*** Block opens ***

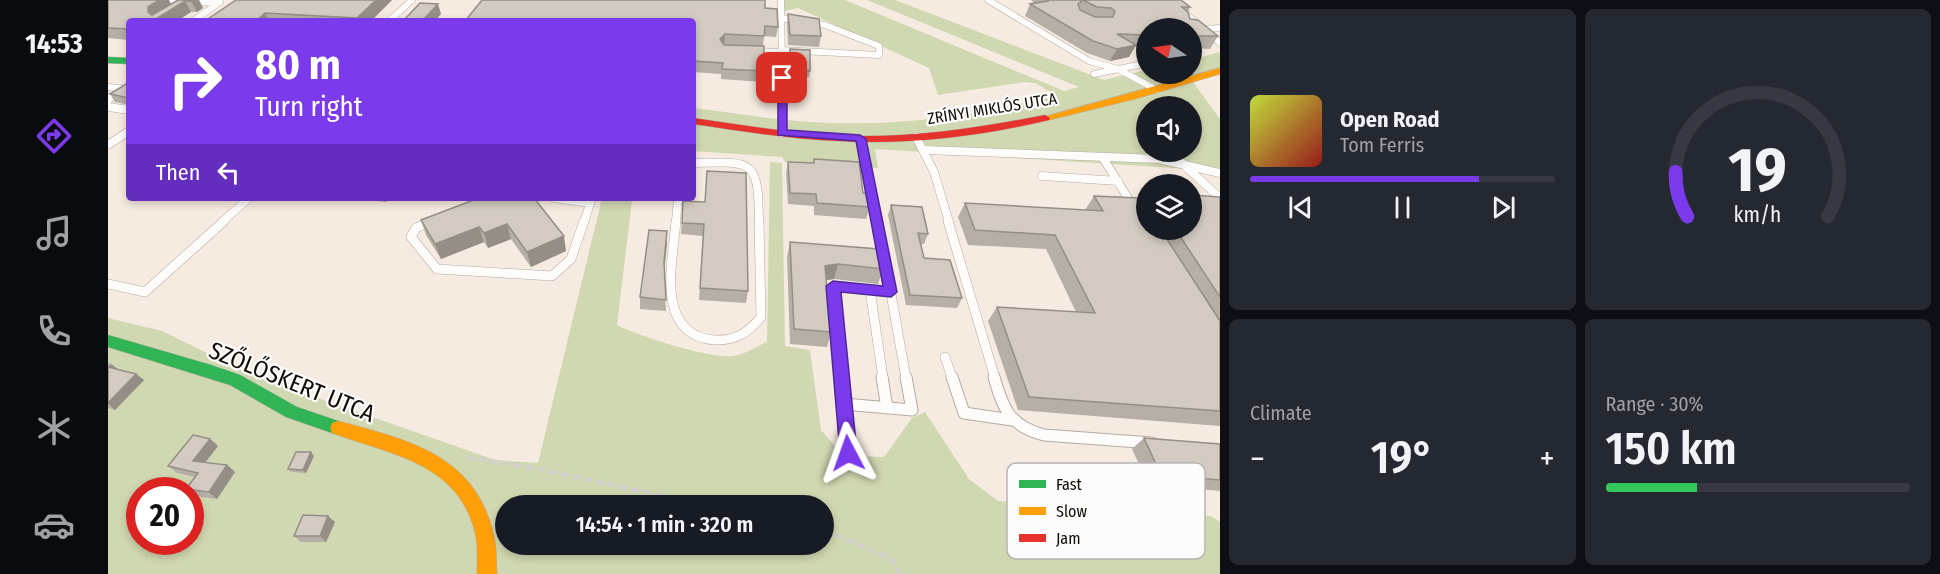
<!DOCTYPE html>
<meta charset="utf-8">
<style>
body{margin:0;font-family:"Fira Sans Condensed",sans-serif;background:#242831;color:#f1f3f6;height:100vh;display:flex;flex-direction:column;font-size:22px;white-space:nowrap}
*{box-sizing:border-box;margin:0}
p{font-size:20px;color:#9ea1a6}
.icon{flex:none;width:33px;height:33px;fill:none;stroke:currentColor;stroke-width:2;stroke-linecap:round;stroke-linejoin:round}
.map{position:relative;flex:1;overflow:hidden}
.side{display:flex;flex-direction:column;gap:9px;padding:9px;background:#0d0f14;width:720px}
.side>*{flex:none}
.guide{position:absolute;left:18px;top:18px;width:570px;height:183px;border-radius:6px;box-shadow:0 3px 9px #0003;background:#7c3aed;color:#fff;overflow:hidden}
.needle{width:39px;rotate:283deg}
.controls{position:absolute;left:1028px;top:18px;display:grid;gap:12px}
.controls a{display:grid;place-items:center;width:66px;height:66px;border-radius:50%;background:#171b24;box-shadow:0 3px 9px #0003;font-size:30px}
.speed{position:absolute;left:18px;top:477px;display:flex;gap:12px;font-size:30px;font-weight:700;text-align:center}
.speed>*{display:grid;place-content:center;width:78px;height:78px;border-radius:50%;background:#171b24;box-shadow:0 3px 9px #0003;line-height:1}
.speed .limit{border:9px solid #d22;background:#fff;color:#111}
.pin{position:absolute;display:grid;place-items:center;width:51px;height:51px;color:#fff;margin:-26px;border-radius:12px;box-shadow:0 3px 9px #0006}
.me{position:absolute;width:66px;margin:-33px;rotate:356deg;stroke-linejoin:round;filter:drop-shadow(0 0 4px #0008)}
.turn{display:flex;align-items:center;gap:21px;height:126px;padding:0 30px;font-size:27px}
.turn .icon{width:78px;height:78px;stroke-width:2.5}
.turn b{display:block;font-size:42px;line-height:51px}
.then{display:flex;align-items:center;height:57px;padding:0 30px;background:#0003;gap:12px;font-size:22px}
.big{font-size:45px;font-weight:600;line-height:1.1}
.side .tile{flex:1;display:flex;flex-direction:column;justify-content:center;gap:9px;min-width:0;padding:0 21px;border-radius:9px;background:#242831}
.side .dial{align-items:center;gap:0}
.dial svg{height:156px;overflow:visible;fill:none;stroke:#363941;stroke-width:7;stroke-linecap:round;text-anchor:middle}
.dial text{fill:#f1f3f6;stroke:none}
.song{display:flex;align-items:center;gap:18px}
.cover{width:72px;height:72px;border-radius:9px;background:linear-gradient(135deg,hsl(70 70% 55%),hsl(0 70% 35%))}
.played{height:6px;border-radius:3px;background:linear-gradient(90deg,#7c3aed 75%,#363941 75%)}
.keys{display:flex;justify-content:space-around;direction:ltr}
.heat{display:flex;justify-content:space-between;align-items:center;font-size:33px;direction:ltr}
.charge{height:9px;border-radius:4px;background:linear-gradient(90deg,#34c759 30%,#363941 0)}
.side .tiles{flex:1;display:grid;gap:9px;grid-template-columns:repeat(2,1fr)}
.trip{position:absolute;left:387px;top:495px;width:339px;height:60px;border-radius:30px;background:#171b24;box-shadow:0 3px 9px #0003;font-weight:600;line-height:60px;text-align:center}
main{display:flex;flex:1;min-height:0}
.menu{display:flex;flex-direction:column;width:108px;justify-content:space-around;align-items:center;background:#090b0e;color:#9ea1a6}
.menu .icon{width:42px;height:42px}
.menu .active{color:#7c3aed}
.menu b{font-size:27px;color:#f1f3f6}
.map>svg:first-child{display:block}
.green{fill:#d0d8b1;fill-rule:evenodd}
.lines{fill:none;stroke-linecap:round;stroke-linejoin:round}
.lane-far3-casing{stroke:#b3aba1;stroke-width:7}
.lane-far2-casing{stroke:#b3aba1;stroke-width:9}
.lane-far1-casing{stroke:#b3aba1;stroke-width:10}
.lane-casing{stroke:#b3aba1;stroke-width:13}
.fast-casing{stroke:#b3aba1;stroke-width:1}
.slow-casing{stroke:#b3aba1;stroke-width:1}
.jam-casing{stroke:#b3aba1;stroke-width:1}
.path{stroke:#d2cfcc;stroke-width:4;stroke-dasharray:8 4;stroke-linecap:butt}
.lane-far3{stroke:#fefcfa;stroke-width:6}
.lane-far2{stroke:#fefcfa;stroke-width:8}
.lane-far1{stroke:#fefcfa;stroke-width:9}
.lane{stroke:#fefcfa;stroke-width:11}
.fast{fill:#30b455;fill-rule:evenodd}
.slow{fill:#ff9f0a;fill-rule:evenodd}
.jam{fill:#e5322d;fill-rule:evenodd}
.wall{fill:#b5afa6}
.shaded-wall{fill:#948e87}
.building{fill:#d3cbc1;stroke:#948e87;stroke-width:1.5}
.route{fill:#7c3aed;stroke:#51269a;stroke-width:1.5}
.labels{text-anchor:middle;stroke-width:4.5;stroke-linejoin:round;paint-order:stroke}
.far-street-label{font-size:16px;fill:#130b04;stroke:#fcfcfc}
.near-street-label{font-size:24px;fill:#130b04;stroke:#fcfcfc}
.key{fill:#fcfcfc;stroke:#b6b4b2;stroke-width:1.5}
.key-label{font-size:16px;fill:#130b04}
</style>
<main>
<nav class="menu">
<b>14:53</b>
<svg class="icon active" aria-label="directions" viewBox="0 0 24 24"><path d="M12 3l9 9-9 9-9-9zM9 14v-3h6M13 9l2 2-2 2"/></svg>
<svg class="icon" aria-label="music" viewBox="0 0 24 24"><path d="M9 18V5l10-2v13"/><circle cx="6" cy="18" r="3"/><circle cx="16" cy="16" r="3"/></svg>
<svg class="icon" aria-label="phone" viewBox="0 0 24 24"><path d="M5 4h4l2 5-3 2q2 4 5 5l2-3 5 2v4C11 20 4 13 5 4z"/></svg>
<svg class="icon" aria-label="climate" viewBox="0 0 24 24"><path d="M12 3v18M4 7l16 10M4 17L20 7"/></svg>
<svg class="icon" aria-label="car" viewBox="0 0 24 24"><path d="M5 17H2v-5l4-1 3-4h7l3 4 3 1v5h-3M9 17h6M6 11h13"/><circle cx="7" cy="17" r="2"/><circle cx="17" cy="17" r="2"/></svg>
</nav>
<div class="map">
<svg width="1112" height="574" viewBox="0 0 1112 574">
<rect width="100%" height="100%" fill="#f6ebe0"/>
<path class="green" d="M 675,0 L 737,0 L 956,91 L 971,87 L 759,0 L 787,0 L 996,80 L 1038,70 L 1038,74 L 1083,74 L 1083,60 L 1112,52 L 1112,74 L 1085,82 L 1112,119 L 1112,176 L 1097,170 L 767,149 L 770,168 L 677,162 L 674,157 L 585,151 L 585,108 C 620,112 654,118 689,121 C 775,128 864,119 946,94 L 927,83 L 916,82 L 830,95 L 821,68 L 690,8 L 677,11 ZM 1038,106 L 1083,106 L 1083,152 L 1038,152 Z
M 662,162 L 674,163 L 677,346 L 702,350 L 713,430 L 736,456 L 776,457 L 804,418 L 817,412 L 861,479 L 890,501 L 1002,507 L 1103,516 L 1112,522 L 1112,574 L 0,574 L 0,318 L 54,331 L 142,374 L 387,460 L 430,463 L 494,198 L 524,200 L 509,325 C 531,336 601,359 625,356 C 636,355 649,346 659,342 ZM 32,490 L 82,490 L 82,542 L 32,542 ZM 398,506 L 716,506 L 716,544 L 398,544 Z"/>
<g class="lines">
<defs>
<path id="lane-far3" d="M 47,0 L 110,3
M 673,0 L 674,65
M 880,0 L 981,61 L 1010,69 L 1049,90
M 1061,0 L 1112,43
M 673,18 L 717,25 L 771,46 L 771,55 L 673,50
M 85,21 L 112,2
M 281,21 L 304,0
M 1095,29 L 1112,28
M 646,51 L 673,52
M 986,74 L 1035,64
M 674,78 L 674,99
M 0,87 L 13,88 L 1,99"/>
<path id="lane-far2" d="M 674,97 L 674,133
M 0,100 L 3,97
M 0,107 L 21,110
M 808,137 L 826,172 L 841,222
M 752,139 L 771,222
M 0,145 L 21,131
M 817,150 L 1051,159 L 1112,173
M 995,158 L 1035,222
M 585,163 C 647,161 650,160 651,222
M 1074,163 L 1112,198
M 934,176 L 1010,181
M 446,198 L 482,203
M 114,222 L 141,198
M 321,222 L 324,221
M 476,222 L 484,198
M 568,222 L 570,198"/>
<path id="lane-far1" d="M 324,221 L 308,228 L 303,237 L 329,269 L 444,276 L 463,259 L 476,221
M 568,221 C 565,260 546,335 606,340 C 627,341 640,333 653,317 L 651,221
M 770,221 L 798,378
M 840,221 L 887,378
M 1034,221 L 1038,227
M 0,284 L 37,292 L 116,221
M 762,290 L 775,378
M 837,357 L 844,378
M 734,378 L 725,286 L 782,292"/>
<path id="lane" d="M 733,377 L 736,404 L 804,410 L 798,377
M 774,377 L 779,408
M 844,377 L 856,413 L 904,420
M 886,377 C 895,408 901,426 936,435 L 1044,443
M 736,404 L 740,453"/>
<path id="fast" d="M 0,57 L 21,58 L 21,64 L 0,63 Z
M 0,335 L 103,365 L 132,375 L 189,407 L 236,423 L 238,428 L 236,433 L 230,435 L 178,417 L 122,385 L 0,347 Z"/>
<path id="slow" d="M 1112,68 L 1112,74 L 1027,99 L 937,121 L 932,118 Z
M 230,421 C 301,440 369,455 386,537 C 389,549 388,562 389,574 L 369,574 C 369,562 370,549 368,537 C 353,463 284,455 224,433 L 222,428 L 224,423 Z"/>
<path id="jam" d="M 937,115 L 942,118 L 941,120 C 873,136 801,145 731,141 C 682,139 633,131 585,124 L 585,118 C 640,126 694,135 750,136 C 813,137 875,127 937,115 Z"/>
</defs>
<use href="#lane-far3" class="lane-far3-casing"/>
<use href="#lane-far2" class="lane-far2-casing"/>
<use href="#lane-far1" class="lane-far1-casing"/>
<use href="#lane" class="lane-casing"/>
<use href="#fast" class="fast-casing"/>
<use href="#slow" class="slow-casing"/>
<use href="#jam" class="jam-casing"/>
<path class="path" d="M 358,457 L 426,468 L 603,506
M 716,530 L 782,558 L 792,574"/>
<use href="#lane-far3" class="lane-far3"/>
<use href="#lane-far2" class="lane-far2"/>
<use href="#lane-far1" class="lane-far1"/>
<use href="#lane" class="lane"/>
<use href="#fast" class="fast"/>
<use href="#slow" class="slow"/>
<use href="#jam" class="jam"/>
</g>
<path class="wall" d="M 0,0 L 63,4 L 70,0 L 91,0 L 95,8 L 89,12 L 83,12 L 69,21 L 21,21 L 21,40 L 0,38 Z
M 128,0 L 284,0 L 263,21 L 97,21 Z
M 923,0 L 1073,0 L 1082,7 L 1080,12 L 1082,19 L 1110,36 L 1102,49 L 1083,48 L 1083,28 L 1038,28 L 1038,48 L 1027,47 L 1021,57 L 1002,61 L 979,53 L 917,16 L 922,4 L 926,3 Z
M 657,8 L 670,27 L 668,37 L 656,36 L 655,46 L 656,71 L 655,82 L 613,79 L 613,74 L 585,72 L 585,21 Z
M 680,14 L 713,36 L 711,47 L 680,45 L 679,24 Z
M 682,49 L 702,71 L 701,77 L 682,76 L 681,56 Z
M 21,82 L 21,105 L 7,102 L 2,94 Z
M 706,159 L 755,193 L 762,207 L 758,219 L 706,215 L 706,206 L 680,204 L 678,173 L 680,162 L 705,163 Z
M 986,196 L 1036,204 L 1038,201 L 1038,230 L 1083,230 L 1112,197 L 1112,426 L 910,410 L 880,321 L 889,307 L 968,312 L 938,249 L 860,245 L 850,217 L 857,203 L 977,210 Z
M 247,198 L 282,198 L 278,202 Z
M 371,198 L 458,251 L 423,267 L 403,239 L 380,248 L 376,242 L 333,259 L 318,235 L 313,220 Z
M 597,202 L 640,291 L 638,303 L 591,300 L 595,236 L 573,234 L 575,207 Z
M 783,205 L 820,234 L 816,244 L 812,244 L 816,258 L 854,298 L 849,308 L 798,305 L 780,215 Z
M 682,242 L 775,269 L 770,284 L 726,279 L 718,280 L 723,332 L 719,347 L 682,344 L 679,257 Z
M 559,243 L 556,270 L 558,311 L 532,309 L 532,297 Z
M 0,363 L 10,370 L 28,374 L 36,380 L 7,410 L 0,408 Z
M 1036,438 L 1112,444 L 1112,491 L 1040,484 L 1024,449 Z
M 102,439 L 110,446 L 97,462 L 119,465 L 127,472 L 109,499 L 87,496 L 82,493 L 82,490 L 78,489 L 87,477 L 69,473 L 60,466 Z
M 206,456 L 198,473 L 183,472 L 180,469 Z
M 227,522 L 218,542 L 193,542 L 186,536 Z"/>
<path class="shaded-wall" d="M 51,0 L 61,0 L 64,6 L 77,1 L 83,12 L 69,21 L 45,21 L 40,12 L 40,7 Z
M 85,0 L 91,0 L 95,8 L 89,12 L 83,1 Z
M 268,0 L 284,0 L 263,21 L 250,21 L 249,18 Z
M 330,4 L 333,14 L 327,21 L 314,21 Z
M 157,13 L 161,21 L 148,21 Z
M 617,34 L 616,45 L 612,39 Z
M 1028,45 L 1021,57 L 1002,61 L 1009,49 Z
M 399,224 L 403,239 L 380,248 L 376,233 Z
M 371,227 L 376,242 L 333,259 L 327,244 Z
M 559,231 L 559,243 L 556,274 L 556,262 Z
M 456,236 L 458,251 L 423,267 L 419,252 Z
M 730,264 L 726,279 L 713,281 L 717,266 Z
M 3,364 L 11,370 L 7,374 L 0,367 Z
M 28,374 L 36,380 L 7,410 L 0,403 Z
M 102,439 L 110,446 L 93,468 L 85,461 Z
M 203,452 L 206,456 L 198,473 L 195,470 Z
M 119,465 L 127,472 L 109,499 L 101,492 Z
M 220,516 L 227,522 L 218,542 L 212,536 Z"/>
<path class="building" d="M 0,0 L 51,0 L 40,7 L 40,12 L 44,15 L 70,0 L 85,0 L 83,1 L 77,1 L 45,21 L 21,21 L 21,29 L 0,28 Z
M 128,0 L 268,0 L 249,18 L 157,13 L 148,21 L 97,21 Z
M 374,0 L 657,0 L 657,8 L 669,9 L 670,27 L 657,26 L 656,36 L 617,34 L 612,39 L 616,45 L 656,46 L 656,71 L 614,69 L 615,63 L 585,61 L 585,21 L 357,21 Z
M 939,0 L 975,0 L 970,4 L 972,10 L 987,17 L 1005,17 L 1007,11 L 1003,8 L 989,7 L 975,0 L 1073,0 L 1082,7 L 1074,7 L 1080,12 L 1082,19 L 1090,20 L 1110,36 L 1083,36 L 1083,28 L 1038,28 L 1038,35 L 1009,34 L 1028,45 L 1009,49 L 985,41 L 922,4 L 940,1 Z
M 312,3 L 330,4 L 314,21 L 295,21 Z
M 680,14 L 711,19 L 713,36 L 682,35 Z
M 682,49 L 702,50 L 702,71 L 683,69 Z
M 21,82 L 21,98 L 2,94 Z
M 706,159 L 751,162 L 755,193 L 760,193 L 762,207 L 709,203 L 708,194 L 682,193 L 680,162 L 706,163 Z
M 599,171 L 638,173 L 640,291 L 592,288 L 596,224 L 574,223 L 575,201 L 597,202 Z
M 1083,195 L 1112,197 L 1112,297 L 1068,230 L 1083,230 Z
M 986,196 L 1032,198 L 1038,207 L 1038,230 L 1053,230 L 1112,321 L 1112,411 L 921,397 L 889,307 L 987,313 L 947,235 L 867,230 L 857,203 L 995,211 Z
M 371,198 L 426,198 L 456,236 L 419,252 L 399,224 L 376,233 L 371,227 L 327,244 L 313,220 Z
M 783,205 L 814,207 L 820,234 L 810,233 L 816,258 L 842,260 L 854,298 L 802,295 Z
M 541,230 L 559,231 L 556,262 L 558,300 L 532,297 Z
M 682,242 L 771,249 L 775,269 L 730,264 L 717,266 L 723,332 L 686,329 Z
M 0,367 L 28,374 L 0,403 Z
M 85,435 L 102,439 L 85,461 L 119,465 L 101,492 L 78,489 L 90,473 L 60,466 Z
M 1036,438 L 1112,444 L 1112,480 L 1053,475 Z
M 188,452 L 203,452 L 195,470 L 180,469 Z
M 195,515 L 220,516 L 212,536 L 186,536 Z"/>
<path class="route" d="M 674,76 L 679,78 L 679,130 L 752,135 L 758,139 L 789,292 L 783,297 L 733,292 L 749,453 L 746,459 L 740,461 L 734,459 L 732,453 L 718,286 L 725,281 L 775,286 L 748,141 L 670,135 L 670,78 Z"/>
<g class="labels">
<g class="far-street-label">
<text transform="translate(884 108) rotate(-9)" y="6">ZRÍNYI MIKLÓS UTCA</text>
</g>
<g class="near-street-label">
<text transform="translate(184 382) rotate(22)" y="8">SZŐLŐSKERT UTCA</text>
</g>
</g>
<rect x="899" y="463" width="198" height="96" rx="9" class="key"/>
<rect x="911" y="480" width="27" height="8" fill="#30b455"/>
<rect x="911" y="507" width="27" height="8" fill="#ff9f0a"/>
<rect x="911" y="534" width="27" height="8" fill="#e5322d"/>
<g class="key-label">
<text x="948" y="490">Fast</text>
<text x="948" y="517">Slow</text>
<text x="948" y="544">Jam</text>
</g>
</svg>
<div class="controls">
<a><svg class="needle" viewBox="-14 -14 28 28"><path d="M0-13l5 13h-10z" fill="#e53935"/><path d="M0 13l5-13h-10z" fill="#9ea1a6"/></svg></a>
<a><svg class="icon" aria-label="sound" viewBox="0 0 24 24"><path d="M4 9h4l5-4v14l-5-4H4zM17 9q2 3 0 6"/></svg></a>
<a><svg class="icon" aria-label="layers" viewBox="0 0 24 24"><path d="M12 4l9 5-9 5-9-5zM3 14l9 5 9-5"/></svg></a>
</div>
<div class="speed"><div class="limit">20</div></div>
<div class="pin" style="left:674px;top:78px;background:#d93025"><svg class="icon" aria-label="arrive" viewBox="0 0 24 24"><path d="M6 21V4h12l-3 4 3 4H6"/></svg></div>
<svg class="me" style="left:740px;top:453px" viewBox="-20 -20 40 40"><path d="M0-17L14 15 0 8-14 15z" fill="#7c3aed" stroke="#fff" stroke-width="4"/></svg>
<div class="trip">14:54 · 1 min · 320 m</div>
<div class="guide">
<div class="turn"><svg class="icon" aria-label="right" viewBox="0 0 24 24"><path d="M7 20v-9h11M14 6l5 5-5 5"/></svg><div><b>80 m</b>Turn right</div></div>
<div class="then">Then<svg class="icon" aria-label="left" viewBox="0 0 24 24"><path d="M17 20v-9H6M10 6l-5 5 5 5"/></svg></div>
</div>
</div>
<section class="side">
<div class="tiles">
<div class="tile">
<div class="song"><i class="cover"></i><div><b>Open Road</b><p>Tom Ferris</p></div></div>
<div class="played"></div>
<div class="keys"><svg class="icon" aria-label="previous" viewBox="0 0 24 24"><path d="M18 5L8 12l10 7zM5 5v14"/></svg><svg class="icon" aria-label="pause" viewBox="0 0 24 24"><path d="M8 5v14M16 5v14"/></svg><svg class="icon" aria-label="next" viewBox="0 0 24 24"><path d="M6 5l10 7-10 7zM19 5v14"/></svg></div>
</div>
<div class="tile dial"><svg viewBox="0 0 100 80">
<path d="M14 69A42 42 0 1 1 86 69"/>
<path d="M14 69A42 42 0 0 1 8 46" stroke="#7c3aed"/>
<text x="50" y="56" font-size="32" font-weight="700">19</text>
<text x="50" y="72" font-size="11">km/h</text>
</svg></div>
<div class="tile"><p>Climate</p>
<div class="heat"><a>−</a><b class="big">19°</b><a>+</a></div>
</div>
<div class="tile"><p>Range · 30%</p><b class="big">150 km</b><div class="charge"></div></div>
</div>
</section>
</main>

*** Block closes ***

### [WHAT IS EXPECTED]
All that is wanted is a faithful reproduction of the line above with "L 1038,152 Z", the line with "804,410 L 798,377", and every line in between.

### [EXERCISE SOLUTION]
<path class="green" d="M 675,0 L 737,0 L 956,91 L 971,87 L 759,0 L 787,0 L 996,80 L 1038,70 L 1038,74 L 1083,74 L 1083,60 L 1112,52 L 1112,74 L 1085,82 L 1112,119 L 1112,176 L 1097,170 L 767,149 L 770,168 L 677,162 L 674,157 L 585,151 L 585,108 C 620,112 654,118 689,121 C 775,128 864,119 946,94 L 927,83 L 916,82 L 830,95 L 821,68 L 690,8 L 677,11 ZM 1038,106 L 1083,106 L 1083,152 L 1038,152 Z
M 662,162 L 674,163 L 677,346 L 702,350 L 713,430 L 736,456 L 776,457 L 804,418 L 817,412 L 861,479 L 890,501 L 1002,507 L 1103,516 L 1112,522 L 1112,574 L 0,574 L 0,318 L 54,331 L 142,374 L 387,460 L 430,463 L 494,198 L 524,200 L 509,325 C 531,336 601,359 625,356 C 636,355 649,346 659,342 ZM 32,490 L 82,490 L 82,542 L 32,542 ZM 398,506 L 716,506 L 716,544 L 398,544 Z"/>
<g class="lines">
<defs>
<path id="lane-far3" d="M 47,0 L 110,3
M 673,0 L 674,65
M 880,0 L 981,61 L 1010,69 L 1049,90
M 1061,0 L 1112,43
M 673,18 L 717,25 L 771,46 L 771,55 L 673,50
M 85,21 L 112,2
M 281,21 L 304,0
M 1095,29 L 1112,28
M 646,51 L 673,52
M 986,74 L 1035,64
M 674,78 L 674,99
M 0,87 L 13,88 L 1,99"/>
<path id="lane-far2" d="M 674,97 L 674,133
M 0,100 L 3,97
M 0,107 L 21,110
M 808,137 L 826,172 L 841,222
M 752,139 L 771,222
M 0,145 L 21,131
M 817,150 L 1051,159 L 1112,173
M 995,158 L 1035,222
M 585,163 C 647,161 650,160 651,222
M 1074,163 L 1112,198
M 934,176 L 1010,181
M 446,198 L 482,203
M 114,222 L 141,198
M 321,222 L 324,221
M 476,222 L 484,198
M 568,222 L 570,198"/>
<path id="lane-far1" d="M 324,221 L 308,228 L 303,237 L 329,269 L 444,276 L 463,259 L 476,221
M 568,221 C 565,260 546,335 606,340 C 627,341 640,333 653,317 L 651,221
M 770,221 L 798,378
M 840,221 L 887,378
M 1034,221 L 1038,227
M 0,284 L 37,292 L 116,221
M 762,290 L 775,378
M 837,357 L 844,378
M 734,378 L 725,286 L 782,292"/>
<path id="lane" d="M 733,377 L 736,404 L 804,410 L 798,377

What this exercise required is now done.